Entertainment
Angelina Jolie reveals shocking plan to flee to Cambodia as children turn 18, blames eight-year divorce for loss of freedom
Angelina Jolie is prepared to escape the superficial Hollywood scene in Los Angeles, but her impending divorce from Brad Pitt is making it difficult for her to perform those plans.
Jolie filed for divorce from the actor in 2016 after two years of marriage, although that they had been together for greater than a decade. A judge ruled them legally free in 2019. The couple met while working on the set of the 2003 remake of “Mr. & Mrs. Smith.”
When the film stars met, Jolie was a single mother to a son named Maddox, whom she adopted from Cambodia in 2002. At the time, Pitt was married to Friends star Jennifer Aniston. However, two years later, as rumors of his affair with Jolie intensified, Aniston filed for divorce, ending their five-year relationship in 2005.
The talented actor, who was named the sexiest man alive by People magazine in 1995, and his ex-wife are locked in a bitter legal battle over custody of their twins, Vivian and Knox, 16, who were born in 2008.
They are also parents to adopted son Pax and daughter Zahara, as well as biological parents to daughter Shiloh. The actress claims in her divorce filing that the children witnessed Pitt grab her by the pinnacle and shake her during an argument on a non-public plane in 2016. The children have been estranged from the “Wolfs” star ever since.
But while their twins are minors, Jolie won’t move outside the U.S. as she would love. “Hollywood, of all places in the world, is not a healthy place,” she told The Wall Street Journal. She also stated that “I lost the ability to live freely and travel” as a result of the divorce. But in two years, that can change.

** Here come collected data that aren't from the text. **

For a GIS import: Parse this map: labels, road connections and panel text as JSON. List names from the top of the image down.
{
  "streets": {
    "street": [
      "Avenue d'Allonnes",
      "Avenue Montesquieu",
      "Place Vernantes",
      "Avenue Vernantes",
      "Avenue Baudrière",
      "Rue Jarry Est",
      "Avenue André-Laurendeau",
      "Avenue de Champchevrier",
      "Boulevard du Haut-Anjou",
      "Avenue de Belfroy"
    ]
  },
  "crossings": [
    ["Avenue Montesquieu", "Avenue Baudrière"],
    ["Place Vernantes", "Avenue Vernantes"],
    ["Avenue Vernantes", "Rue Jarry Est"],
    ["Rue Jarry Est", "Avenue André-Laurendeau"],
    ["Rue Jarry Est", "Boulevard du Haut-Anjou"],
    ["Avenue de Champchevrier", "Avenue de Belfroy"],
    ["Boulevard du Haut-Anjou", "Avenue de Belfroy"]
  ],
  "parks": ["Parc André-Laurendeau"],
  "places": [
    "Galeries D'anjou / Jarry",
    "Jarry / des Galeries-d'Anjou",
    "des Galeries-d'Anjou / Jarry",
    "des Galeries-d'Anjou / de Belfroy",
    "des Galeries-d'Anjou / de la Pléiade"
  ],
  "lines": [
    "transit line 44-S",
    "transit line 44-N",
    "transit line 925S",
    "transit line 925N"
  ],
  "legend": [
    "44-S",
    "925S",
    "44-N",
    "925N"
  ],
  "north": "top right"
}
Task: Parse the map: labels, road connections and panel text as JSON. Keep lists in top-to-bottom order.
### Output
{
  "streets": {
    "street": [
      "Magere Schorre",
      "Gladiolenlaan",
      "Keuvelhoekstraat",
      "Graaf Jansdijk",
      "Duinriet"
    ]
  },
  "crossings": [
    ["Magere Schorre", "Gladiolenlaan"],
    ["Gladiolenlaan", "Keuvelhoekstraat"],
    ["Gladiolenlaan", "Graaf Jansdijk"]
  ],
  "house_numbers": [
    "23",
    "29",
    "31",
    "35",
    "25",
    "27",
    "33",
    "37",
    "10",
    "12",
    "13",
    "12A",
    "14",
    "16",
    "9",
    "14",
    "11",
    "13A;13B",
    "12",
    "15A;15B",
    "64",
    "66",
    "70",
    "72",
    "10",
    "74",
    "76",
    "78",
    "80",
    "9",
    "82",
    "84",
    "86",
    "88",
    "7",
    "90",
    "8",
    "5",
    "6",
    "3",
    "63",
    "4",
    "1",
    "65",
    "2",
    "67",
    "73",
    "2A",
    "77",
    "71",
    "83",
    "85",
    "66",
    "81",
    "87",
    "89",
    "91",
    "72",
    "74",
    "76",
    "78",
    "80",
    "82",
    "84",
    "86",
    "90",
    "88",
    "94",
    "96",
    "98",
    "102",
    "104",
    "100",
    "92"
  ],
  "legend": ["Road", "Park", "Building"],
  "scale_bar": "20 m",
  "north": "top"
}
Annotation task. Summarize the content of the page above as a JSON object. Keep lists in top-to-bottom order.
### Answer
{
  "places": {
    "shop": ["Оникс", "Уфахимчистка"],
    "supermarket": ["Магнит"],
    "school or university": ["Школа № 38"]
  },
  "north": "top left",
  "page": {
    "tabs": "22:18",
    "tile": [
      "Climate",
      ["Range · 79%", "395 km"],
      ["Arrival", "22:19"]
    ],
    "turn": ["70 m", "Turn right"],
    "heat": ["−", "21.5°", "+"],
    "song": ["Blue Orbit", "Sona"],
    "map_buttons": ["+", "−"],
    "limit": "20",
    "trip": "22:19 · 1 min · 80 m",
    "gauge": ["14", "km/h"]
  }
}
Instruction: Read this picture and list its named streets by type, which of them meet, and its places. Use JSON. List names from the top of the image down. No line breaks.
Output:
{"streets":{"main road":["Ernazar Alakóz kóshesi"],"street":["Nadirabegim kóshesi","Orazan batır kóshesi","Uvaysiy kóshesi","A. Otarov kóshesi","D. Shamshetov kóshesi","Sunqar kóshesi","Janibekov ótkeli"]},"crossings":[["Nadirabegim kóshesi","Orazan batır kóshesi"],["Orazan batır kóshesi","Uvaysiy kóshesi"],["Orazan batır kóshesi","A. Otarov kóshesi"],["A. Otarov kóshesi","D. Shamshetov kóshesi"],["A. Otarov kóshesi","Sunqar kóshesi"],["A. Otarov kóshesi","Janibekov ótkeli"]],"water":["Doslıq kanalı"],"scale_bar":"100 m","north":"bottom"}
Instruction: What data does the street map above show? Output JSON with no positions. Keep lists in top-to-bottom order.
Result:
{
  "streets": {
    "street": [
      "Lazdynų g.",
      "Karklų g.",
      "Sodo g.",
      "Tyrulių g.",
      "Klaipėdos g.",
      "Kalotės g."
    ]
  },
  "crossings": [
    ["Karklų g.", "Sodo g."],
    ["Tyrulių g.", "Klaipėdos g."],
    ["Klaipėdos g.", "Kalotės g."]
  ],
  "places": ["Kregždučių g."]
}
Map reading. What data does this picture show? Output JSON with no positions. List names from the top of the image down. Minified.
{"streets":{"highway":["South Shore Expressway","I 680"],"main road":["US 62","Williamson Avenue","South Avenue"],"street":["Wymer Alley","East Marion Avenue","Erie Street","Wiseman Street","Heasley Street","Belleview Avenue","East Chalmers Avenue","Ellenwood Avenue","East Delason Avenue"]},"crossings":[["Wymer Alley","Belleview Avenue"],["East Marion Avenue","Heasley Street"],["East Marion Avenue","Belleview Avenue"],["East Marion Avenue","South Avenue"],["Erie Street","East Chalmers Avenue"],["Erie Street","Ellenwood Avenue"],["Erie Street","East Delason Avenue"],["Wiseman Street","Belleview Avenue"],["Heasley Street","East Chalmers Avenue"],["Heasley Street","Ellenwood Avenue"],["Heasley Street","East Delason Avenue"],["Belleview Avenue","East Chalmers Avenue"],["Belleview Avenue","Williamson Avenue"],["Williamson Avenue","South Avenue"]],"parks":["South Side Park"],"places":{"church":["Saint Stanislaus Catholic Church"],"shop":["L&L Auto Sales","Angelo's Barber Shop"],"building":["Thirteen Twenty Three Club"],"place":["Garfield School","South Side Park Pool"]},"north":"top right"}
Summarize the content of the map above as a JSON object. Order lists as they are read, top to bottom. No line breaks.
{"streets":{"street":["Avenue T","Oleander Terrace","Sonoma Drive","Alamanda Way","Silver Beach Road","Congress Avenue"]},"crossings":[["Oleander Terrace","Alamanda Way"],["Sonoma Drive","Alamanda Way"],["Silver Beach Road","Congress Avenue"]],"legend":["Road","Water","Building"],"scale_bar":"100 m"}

The former couple’s funds and a lawsuit over their French winery, Château Miraval, also were obstacles to the contentious settlement process. Jolie sold her 50 percent stake within the property for a nine-figure sum in 2021, which Pitt said was a business move that violated their agreement to seek mutual consent before selling their property rights.
In August it opened for Hollywood Reporter about her desire to leave Hollywood. Jolie is the kid of actor Jon Voight and the late actress Marcheline Bertrand. “I grew up in this town. I’m here because I have to be here because of the divorce, but as soon as they’re 18, I can leave,” she told the outlet.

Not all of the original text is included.